Preload is thought of as volume being presented to the right heart. Afterload reduction using vasodilators. Systolic dysfunction occurs after myocardial infarction or other direct muscle injury.

This reduces demand on the heart. Signs of infections or pulmonary problems should be pursued aggressively. The neck veins. As noted above it can be due to insults. In addition a diffuse PMI may be present. If a diuretic has not been prescribed. Left ventricular systolic dysfunction can be tolerated within the reserve capacity of the individual. Diagnostic testing for patients with heart failure includes an ECG.

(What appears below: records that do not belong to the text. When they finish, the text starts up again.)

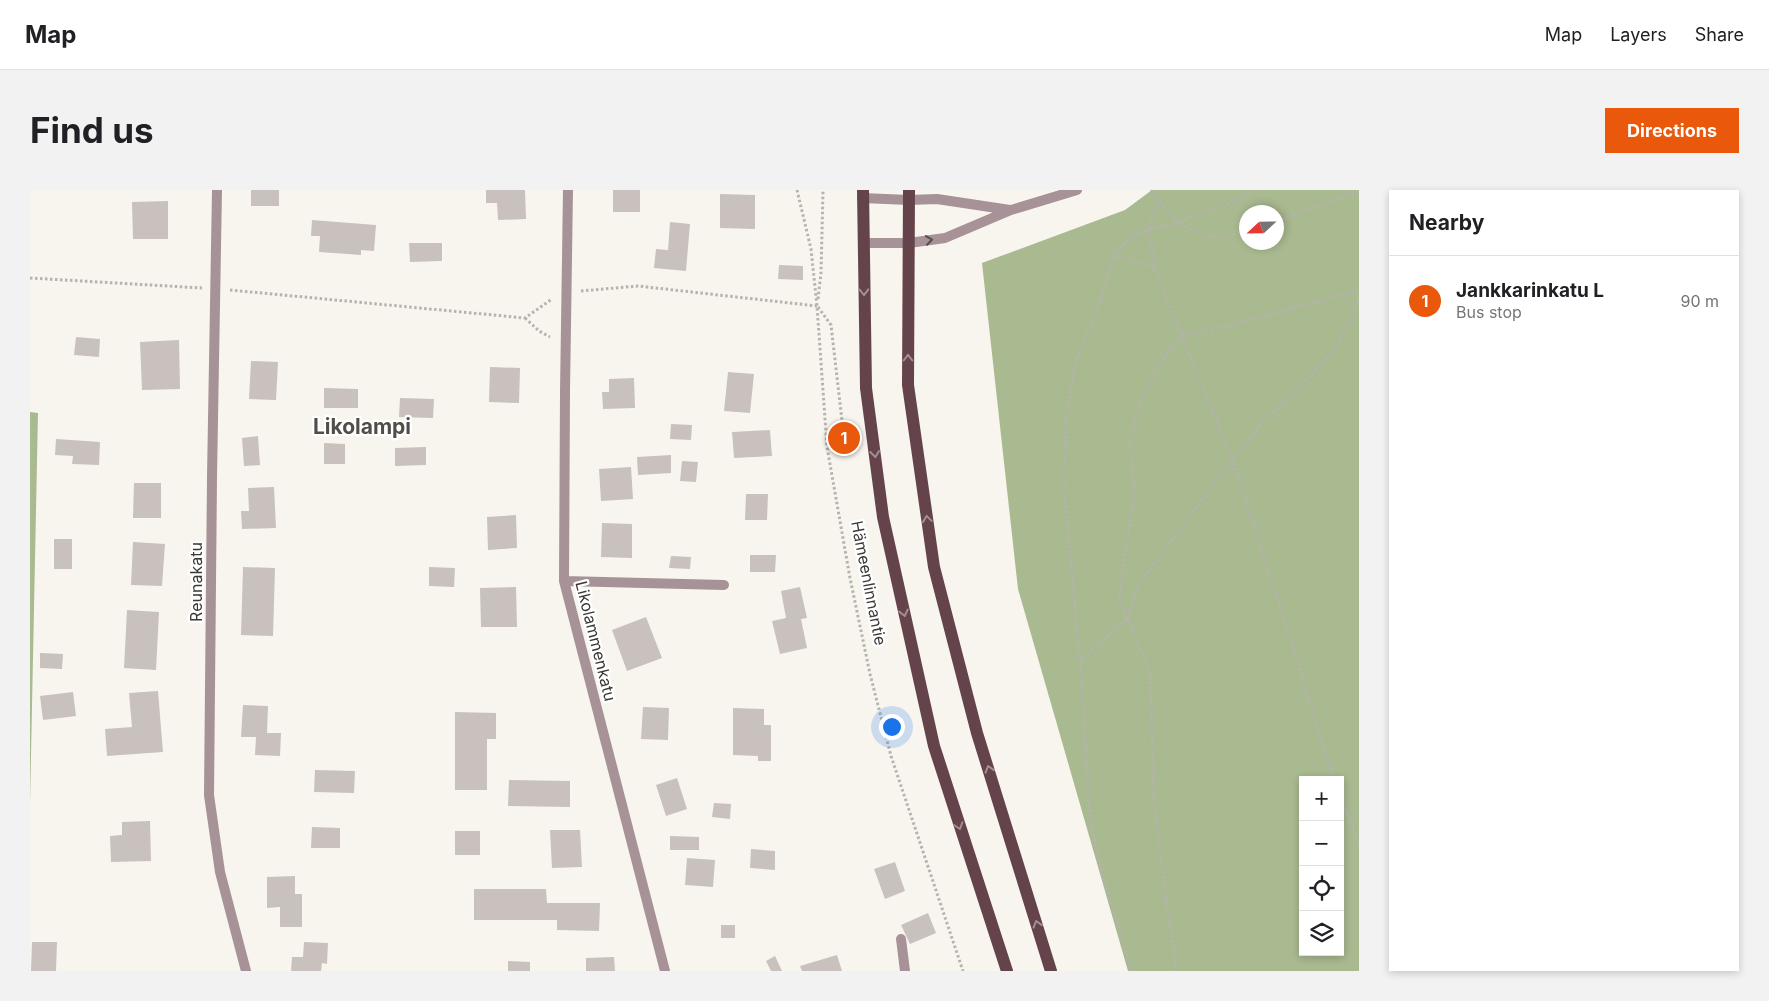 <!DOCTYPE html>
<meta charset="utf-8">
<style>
body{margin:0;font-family:Inter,sans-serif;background:#f2f2f2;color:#202124}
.controls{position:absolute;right:15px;bottom:15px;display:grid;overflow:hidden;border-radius:0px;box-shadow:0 2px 8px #0003}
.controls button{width:45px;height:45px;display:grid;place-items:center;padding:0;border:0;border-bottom:1px solid #e0e0e0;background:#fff;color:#202124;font:25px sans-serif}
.compass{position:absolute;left:1209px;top:15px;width:45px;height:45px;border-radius:50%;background:#fff;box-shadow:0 2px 8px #0003;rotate:248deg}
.you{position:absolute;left:861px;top:536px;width:18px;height:18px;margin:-12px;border:4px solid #fff;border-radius:50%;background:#1a73e8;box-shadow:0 0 0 8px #1a73e833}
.badge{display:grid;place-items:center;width:32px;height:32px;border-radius:50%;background:#ea580c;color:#fff;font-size:16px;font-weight:700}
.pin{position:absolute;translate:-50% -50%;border:2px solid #fff;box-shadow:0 1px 5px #0006}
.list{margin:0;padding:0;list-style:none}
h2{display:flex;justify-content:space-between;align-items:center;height:65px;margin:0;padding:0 20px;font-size:21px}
h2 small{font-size:16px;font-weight:400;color:#757577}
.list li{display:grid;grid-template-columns:32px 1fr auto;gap:15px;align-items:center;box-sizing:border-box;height:90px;padding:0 20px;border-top:1px solid #e0e0e0}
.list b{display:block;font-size:19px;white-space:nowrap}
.list p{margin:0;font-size:16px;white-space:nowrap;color:#757577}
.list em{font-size:16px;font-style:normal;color:#757577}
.icon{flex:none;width:28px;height:28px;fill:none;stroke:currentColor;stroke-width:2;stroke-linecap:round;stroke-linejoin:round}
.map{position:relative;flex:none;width:1329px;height:781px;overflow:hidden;border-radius:0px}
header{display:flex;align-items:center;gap:30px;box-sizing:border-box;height:70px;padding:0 25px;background:#fff;border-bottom:1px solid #e0e0e0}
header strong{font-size:24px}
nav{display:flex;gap:28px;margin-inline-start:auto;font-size:18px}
.intro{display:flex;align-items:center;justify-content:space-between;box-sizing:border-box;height:120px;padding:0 30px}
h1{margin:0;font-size:35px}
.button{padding:12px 22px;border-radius:0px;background:#ea580c;color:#fff;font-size:18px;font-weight:700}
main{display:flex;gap:30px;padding:0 30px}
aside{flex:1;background:#fff;border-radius:0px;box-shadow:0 2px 8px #0003}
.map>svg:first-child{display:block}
</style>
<header>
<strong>Map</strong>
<nav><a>Map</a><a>Layers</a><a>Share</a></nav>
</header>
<div class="intro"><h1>Find us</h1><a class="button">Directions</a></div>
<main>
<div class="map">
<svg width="1329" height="781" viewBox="0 0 1329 781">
<rect width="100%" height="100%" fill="#f8f5ef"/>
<path fill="#a9b990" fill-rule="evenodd" d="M 1122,0 L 1329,0 L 1329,781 L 1098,781 L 988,399 L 952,73 L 1095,20 ZM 1216,22 L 1246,22 L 1246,52 L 1216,52 ZM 1273,590 L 1310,590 L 1310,762 L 1273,762 Z
M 0,222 L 8,223 L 0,614 Z"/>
<path fill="#c8c1be" d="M 221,0 L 249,0 L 249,16 L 221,16 Z
M 456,0 L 495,0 L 496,29 L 468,30 L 467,13 L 456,13 Z
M 583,0 L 610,0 L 610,22 L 583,22 Z
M 690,4 L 725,5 L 725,39 L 690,38 Z
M 138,11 L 138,49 L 103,49 L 102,12 Z
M 282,30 L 346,35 L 344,61 L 331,60 L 331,65 L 289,62 L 290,46 L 281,46 Z
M 640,32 L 660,34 L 656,81 L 624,78 L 626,59 L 638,60 Z
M 379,53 L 412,53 L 412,71 L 380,72 Z
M 749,75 L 773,76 L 773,90 L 748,89 Z
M 46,147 L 70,149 L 69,167 L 44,165 Z
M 149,150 L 150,199 L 112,200 L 110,152 Z
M 221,171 L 248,172 L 246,210 L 219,209 Z
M 460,177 L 490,178 L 489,213 L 459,212 Z
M 698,182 L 724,184 L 720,223 L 694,221 Z
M 604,188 L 605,218 L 573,219 L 572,202 L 579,202 L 579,189 Z
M 294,198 L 328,199 L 328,218 L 294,218 Z
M 370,208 L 404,209 L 403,228 L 369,227 Z
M 641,234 L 662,235 L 661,250 L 640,249 Z
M 740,240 L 742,266 L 704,268 L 702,242 Z
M 228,246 L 230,275 L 214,276 L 212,248 Z
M 26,249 L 70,252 L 69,275 L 42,274 L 43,266 L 25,265 Z
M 294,253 L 315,254 L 315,274 L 294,274 Z
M 396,257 L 396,275 L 365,276 L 365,258 Z
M 641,265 L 641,283 L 608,285 L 607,267 Z
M 652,271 L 668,272 L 666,292 L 650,291 Z
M 601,277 L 603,309 L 571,311 L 569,279 Z
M 104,293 L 131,293 L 131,328 L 103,328 Z
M 244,297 L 246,338 L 212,339 L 211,321 L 219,321 L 218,298 Z
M 716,304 L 738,304 L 737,330 L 715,330 Z
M 486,325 L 487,358 L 458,360 L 457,327 Z
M 572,333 L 602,334 L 602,368 L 571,367 Z
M 24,349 L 42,349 L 42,379 L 24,379 Z
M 103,352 L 135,354 L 132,396 L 101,395 Z
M 720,365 L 746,365 L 745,382 L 720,382 Z
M 641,366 L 661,367 L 660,379 L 639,378 Z
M 213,377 L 245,378 L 243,446 L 211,445 Z
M 399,377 L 425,378 L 424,397 L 399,396 Z
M 486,397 L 487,437 L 451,437 L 450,398 Z
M 770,397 L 777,428 L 771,429 L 777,458 L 750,464 L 742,431 L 756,428 L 751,401 Z
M 97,420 L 129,422 L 126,480 L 94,478 Z
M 616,427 L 632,468 L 597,481 L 582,440 Z
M 10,463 L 33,464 L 32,479 L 10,478 Z
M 128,501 L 133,562 L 77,566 L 75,539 L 102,537 L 99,503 Z
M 43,502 L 46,526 L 13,530 L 10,506 Z
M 213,515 L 238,516 L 237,543 L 251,543 L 250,566 L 225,565 L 226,547 L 211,547 Z
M 613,517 L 639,518 L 638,550 L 611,549 Z
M 703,518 L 734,519 L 734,535 L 741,535 L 741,571 L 728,571 L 728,566 L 703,565 Z
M 425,522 L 466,523 L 466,549 L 457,549 L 457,600 L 425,600 Z
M 285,580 L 325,581 L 324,603 L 284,602 Z
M 647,588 L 657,619 L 636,626 L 626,595 Z
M 479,590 L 540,591 L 540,617 L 478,616 Z
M 684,613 L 701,614 L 700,629 L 682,627 Z
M 120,631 L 121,671 L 81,672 L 80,646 L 92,645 L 92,632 Z
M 282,637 L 310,638 L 310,658 L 281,658 Z
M 520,640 L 550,640 L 552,677 L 522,678 Z
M 425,641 L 450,641 L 450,665 L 425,665 Z
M 640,646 L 669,647 L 669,660 L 640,660 Z
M 721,659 L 745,661 L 745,680 L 720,678 Z
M 657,668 L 685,670 L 683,697 L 655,695 Z
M 865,672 L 875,701 L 855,709 L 844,679 Z
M 265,686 L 265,704 L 272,704 L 272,737 L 250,737 L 250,717 L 237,718 L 237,687 Z
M 444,699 L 516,699 L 517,713 L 570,713 L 569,741 L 527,740 L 527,730 L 444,730 Z
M 898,723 L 906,743 L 880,754 L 871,735 Z
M 691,735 L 705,735 L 705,748 L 691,748 Z
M 2,752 L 27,752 L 26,781 L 1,781 Z
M 274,752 L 298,753 L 297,774 L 292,773 L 291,781 L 261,781 L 262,767 L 273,767 Z
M 807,765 L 812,781 L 772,781 L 770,776 Z
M 745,766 L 752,781 L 741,781 L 736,771 Z
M 584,767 L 585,781 L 556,781 L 556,768 Z
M 478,771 L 500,772 L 500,781 L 478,781 Z"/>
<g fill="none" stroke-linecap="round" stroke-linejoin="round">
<path stroke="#b5b3ae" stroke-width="3" stroke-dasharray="2.5 2.5" stroke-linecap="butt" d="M 767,0 L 781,59 L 787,116 L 797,257 L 820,388 L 840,484 L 861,566 L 933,781
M 1121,0 C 1137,24 1163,50 1193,46 C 1201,45 1209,43 1216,41
M 1226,0 L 1187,19 L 1159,27 L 1150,33 L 1119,39 L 1124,77 L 1202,269 L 1252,421 L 1295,563 L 1305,590
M 1246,31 L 1329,1
M 1084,66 L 1124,77
M 0,88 L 172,98
M 200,100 L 495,128 L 522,109
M 551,101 L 608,96 L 787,116
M 788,109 L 791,83 L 793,0
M 788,117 L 801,135 L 814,248
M 495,128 L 509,141 L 520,147
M 1098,429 L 1089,408 L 1104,304 L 1100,251 L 1111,210 L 1128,176 L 1152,145 L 1190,138 L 1329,100
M 1098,429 L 1107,397 L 1202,269 L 1222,247 L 1232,231 L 1250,217 L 1290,176 L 1307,156 L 1329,110
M 1050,470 L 1098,429 L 1120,482 L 1124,607 L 1137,720 L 1144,756 L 1145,781
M 1310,605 L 1329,655
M 1103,781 L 1072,683 L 1060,630 L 1050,470 L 1034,301 L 1036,234 L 1045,173 L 1070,112 L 1084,66 L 1099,49 L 1119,39 L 1128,11"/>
<path stroke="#a79297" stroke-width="10" d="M 871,749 L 875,781"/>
<path stroke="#a79297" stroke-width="10" d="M 187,0 L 182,287 L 179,605 L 190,682 L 216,781
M 538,0 L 535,202 L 534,391 L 635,781
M 534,391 L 694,395"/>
<path stroke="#a79297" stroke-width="10" d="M 832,8 L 879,10 L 907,9 L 980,20
M 833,53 L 879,53 L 915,48 L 981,20 L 1047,0"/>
<path stroke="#65434b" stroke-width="12" d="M 833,0 L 836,198 L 853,327 L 904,556 L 977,781
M 879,0 L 878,195 L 904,377 L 947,543 L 1021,781"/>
</g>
<defs><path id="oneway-chevron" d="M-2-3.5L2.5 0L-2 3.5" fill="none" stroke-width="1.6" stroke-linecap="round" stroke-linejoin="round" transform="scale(1.25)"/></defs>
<use stroke="#554f4e" href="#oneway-chevron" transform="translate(899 50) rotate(-8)"/>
<g stroke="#a38e93">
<use href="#oneway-chevron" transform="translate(834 102) rotate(89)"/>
<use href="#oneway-chevron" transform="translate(878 168) rotate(-90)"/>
<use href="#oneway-chevron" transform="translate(845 264) rotate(83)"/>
<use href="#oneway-chevron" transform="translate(897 329) rotate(-98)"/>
<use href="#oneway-chevron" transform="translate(874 423) rotate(77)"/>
<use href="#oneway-chevron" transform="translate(959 579) rotate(-107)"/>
<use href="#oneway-chevron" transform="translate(929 636) rotate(72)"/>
<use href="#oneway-chevron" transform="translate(1007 734) rotate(-107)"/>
</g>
<g text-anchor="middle" stroke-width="4.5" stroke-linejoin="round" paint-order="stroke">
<g font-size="16" fill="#3a3936" stroke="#fff">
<text transform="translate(166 392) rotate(-90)" y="6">Reunakatu</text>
<text transform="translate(839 393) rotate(79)" y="6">Hämeenlinnantie</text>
<text transform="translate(566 451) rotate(76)" y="6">Likolammenkatu</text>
</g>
<g font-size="21" font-weight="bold" fill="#514e49" stroke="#fff">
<text x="332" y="244">Likolampi</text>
</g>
</g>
</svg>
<div class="controls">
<button>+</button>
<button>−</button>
<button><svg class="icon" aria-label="locate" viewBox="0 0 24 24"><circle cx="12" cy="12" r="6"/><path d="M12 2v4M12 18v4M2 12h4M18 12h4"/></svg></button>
<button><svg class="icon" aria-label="layers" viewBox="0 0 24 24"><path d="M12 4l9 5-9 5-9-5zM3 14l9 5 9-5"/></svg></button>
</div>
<svg class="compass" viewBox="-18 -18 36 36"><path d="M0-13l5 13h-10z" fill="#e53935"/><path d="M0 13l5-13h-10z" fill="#757577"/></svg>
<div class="you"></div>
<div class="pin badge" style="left:814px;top:248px">1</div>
</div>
<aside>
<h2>Nearby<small></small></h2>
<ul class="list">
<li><span class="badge">1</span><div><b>Jankkarinkatu L</b><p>Bus stop</p></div><em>90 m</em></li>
</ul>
</aside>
</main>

On physical examination of the heart there may be an S3 gallop rhythm and the point of maximal impulse PMI may be shifted laterally and inferiorly. Diastolic dysfunction results from stiffness or reduced compliance of the left ventricle. Afterload reduction is a key tenet in the treatment of congestive heart failure.The history is the most important determinant of risk.

Some medical schools give exemptions for certain parts of the medical course to dentists who have MFDS. Lewin S. Glucose determination is helpful in those patients with diabetes or obesity. Congestive heart failure or myocardial ischemia can appear abruptly in susceptible patients going into AF. Jun Series: A chest radiograph will reveal an enlarged left atrium. Lower anterior dental extraction forceps Fig.